12.00ed101d Add eax,2
13.00ED1020 CMP EAX,EBX
14.00ed1022 JL mysum+16h (0ed1016h)
15.00ed1024 mov ebx,dword ptr [size]
for (int i = 0; i < size; ++i) {
17.00ed1027 CMP EAX,EBX//Judge if the last element is added
18.00ed1029 jge Mysum+2eh (0ed102eh)
-S + + a[i];
20.00ED102B mov esi,dword ptr [edi+eax*4]//when size is odd it will execute, even when the number is not executed
21.00ed102e Add EDX,ECX
22.}

Summary: C + + compiler generated assembly code in most cases and people write the best assembly code equivalent.

The key point is that the compiler will continue to upgrade, adapt to the new CPU instructions, systems, and so on, handwritten assembly code is often tragic.

It is very important for programmers to know how to optimize the compiler and how to optimize it.

Contact Us

The content source of this page is from Internet, which doesn't represent Alibaba Cloud's opinion; products and services mentioned on that page don't have any relationship with Alibaba Cloud. If the content of the page makes you feel confusing, please write us an email, we will handle the problem within 5 days after receiving your email.

If you find any instances of plagiarism from the community, please send an email to: info-contact@alibabacloud.com and provide relevant evidence.
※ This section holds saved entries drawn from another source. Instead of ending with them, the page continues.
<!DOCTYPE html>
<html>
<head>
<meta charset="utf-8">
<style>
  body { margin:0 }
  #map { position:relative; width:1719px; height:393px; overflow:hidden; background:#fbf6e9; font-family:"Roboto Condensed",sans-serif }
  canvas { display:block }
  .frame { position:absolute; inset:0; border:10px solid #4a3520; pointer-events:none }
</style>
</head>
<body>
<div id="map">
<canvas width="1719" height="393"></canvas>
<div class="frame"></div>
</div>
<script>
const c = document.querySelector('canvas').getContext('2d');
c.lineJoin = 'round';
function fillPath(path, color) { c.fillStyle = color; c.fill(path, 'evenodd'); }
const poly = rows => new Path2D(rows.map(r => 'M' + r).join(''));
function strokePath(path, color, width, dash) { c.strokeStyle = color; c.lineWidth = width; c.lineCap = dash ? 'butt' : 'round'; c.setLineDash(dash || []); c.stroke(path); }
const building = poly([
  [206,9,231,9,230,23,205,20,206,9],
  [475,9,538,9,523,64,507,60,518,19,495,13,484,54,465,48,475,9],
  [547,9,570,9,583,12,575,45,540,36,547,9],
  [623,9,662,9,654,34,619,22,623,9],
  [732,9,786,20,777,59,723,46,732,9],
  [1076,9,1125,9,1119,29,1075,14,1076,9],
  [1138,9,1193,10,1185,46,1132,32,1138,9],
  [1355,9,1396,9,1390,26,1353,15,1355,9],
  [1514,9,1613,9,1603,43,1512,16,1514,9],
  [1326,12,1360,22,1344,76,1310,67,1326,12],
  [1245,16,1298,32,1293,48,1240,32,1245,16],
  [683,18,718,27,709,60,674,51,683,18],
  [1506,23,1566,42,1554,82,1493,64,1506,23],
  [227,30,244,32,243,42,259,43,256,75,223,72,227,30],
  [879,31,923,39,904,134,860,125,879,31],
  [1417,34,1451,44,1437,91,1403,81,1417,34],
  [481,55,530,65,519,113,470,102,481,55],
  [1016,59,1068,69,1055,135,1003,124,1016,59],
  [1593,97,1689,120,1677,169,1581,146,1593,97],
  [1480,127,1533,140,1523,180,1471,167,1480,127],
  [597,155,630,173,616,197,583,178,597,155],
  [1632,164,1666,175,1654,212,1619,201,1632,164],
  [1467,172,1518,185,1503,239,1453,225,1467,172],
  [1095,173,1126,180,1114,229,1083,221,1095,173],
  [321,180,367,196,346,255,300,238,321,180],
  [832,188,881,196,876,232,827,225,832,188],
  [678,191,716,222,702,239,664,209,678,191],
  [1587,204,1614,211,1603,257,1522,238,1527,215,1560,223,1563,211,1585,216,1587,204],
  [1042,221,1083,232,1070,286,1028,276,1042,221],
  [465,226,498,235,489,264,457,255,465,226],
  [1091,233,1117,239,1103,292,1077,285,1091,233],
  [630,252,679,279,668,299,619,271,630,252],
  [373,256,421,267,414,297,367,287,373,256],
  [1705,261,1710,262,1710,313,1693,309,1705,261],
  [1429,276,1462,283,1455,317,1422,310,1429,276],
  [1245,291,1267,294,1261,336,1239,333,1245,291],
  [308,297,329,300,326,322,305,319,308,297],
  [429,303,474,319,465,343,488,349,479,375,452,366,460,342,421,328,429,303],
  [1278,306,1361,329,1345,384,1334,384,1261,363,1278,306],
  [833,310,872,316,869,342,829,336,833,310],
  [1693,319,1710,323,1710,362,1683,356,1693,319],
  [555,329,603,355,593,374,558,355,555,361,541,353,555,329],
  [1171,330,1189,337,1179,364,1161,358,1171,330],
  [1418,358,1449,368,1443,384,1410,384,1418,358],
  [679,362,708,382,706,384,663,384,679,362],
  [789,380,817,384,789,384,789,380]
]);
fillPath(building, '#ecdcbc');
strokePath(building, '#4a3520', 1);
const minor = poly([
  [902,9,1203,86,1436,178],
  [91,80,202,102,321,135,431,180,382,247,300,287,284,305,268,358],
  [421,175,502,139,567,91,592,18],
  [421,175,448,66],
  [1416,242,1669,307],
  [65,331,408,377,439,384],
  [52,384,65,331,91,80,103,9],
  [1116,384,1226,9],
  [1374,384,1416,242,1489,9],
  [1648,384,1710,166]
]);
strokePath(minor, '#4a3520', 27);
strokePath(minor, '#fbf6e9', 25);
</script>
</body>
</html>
A staff member will contact you within 5 working days.

A Free Trial That Lets You Build Big!

Start building with 50+ products and up to 12 months usage for Elastic Compute Service

  • Sales Support

    1 on 1 presale consultation

  • After-Sales Support

    24/7 Technical Support 6 Free Tickets per Quarter Faster Response

  • Alibaba Cloud offers highly flexible support services tailored to meet your exact needs.